The Basic Model Structure

This model considers 3pt shots that are grouped by player. A separate model was fit for each position. The purpose of this model is to estimate each player’s ability while controlling for things like home court advantage, corner 3pt shots vs other 3pt shots, and age effects.

The models below were fit with R using glmer() from the lme4 package.

The Model Fits

PG: logit-1( -1.40 + 0.02(home) + 0.11(corner3) + 0.053580(age) - 0.000911(age2) )

SG: logit-1( -0.60 + 0.03(home) + 0.11(corner3) )

SF: logit-1( -0.64 + 0.04(home) + 0.12(corner3) )

PF: logit-1( -3.12 + 0.03(home) + 0.10(corner3) + 0.170527(age) - 0.002965(age2) )

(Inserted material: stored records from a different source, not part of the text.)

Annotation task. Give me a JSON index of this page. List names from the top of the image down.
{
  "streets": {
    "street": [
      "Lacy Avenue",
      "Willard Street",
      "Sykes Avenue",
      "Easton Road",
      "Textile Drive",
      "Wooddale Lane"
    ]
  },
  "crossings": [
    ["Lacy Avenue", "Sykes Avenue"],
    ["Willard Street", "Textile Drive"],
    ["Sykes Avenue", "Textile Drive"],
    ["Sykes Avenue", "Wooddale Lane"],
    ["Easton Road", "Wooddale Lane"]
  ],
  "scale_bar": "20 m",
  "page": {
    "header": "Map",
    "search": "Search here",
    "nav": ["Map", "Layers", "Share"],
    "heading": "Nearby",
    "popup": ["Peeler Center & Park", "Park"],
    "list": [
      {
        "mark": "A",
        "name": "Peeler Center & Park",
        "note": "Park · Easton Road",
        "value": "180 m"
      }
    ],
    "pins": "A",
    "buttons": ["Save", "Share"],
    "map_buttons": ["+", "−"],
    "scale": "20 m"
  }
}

The fit for centers does not appear to be that useful. Most centers don’t take that many 3pt shots. It might be better to group centers of interest with power forwards, but for now we’ll ignore these players (sorry Mehmet and Sheed).

All of the coefficients for the fits listed above are significant at the 0.10 level, except for the coefficient for home in the PF fit. It’s about what we would expect it to be at 0.03, so it seems reasonable to leave it in the model.

Interpreting These Fits

First I want to note that failure to converge warnings were encountered when including the age effects in the SG and SF fits, which is the primary reason why we are not controlling for those variables for shooting guards and small forwards. I’ve been unable to resolve this issue, so for now we will assume these players do not have an age effect for their 3pt shots.

That said, here is how we might interpret the effects in these fits:

  • Home Court Advantage: We estimate the odds of making a 3pt shot at home are 2% higher than the odds of making a 3pt shot on the road for point guards, controlling for player ability, corner 3pt shots vs other 3pt shots, and age. We estimate this effect to be 3%, 4%, and 3% for shooting guards, small forwards, and power forwards, respectively. From a practical standpoint, we find no evidence that any one position has a higher home court advantage over any other position.
  • Corner 3pt Shots: We estimate the odds of making a 3pt shot from the corner are 11.6% higher than the odds of making all other 3pt shots for point guards, controlling for player ability, home court advantage, and age. We estimate this effect to be 11.6%, 12.8%, and 10.5% for shooting guards, small forwards, and power forwards, respectively. Like home court advantage, there is no evidence that any one position has a higher corner3 effect than any other position.
  • Aging Curve: We estimate that the peak age for 3pt shooting ability for point guards and power forwards is when these players are 29 years of age.
  • Home 3pt FG%: We estimate that the average 29 year old’s non-corner 3pt FG% at home is 35.6% for point guards, 36.1% for shooting guards, 35.4% for small forwards, and 34.6% for power forwards.

The Player Effects

Of ultimate interest here is the player effects that quantify the player ability. Before diving into the numbers, I think it’s worth noting what exactly player ability means in the context of this model. Because we only control for home court advantage, corner 3pt shots vs other 3pt shots, and age, the player ability component is essentially a combination of true player talent, coaching, teammates, opponents, and other things like actual shot selection. A player that suddenly takes nothing but wide open 3pt shots is likely to overperform what we might predict from this model, or underpform if they were able to take the opposite action and only attempt heavily contested 3pt shots. This shot distribution is surely to be affected by coaching, teammates, and opponents.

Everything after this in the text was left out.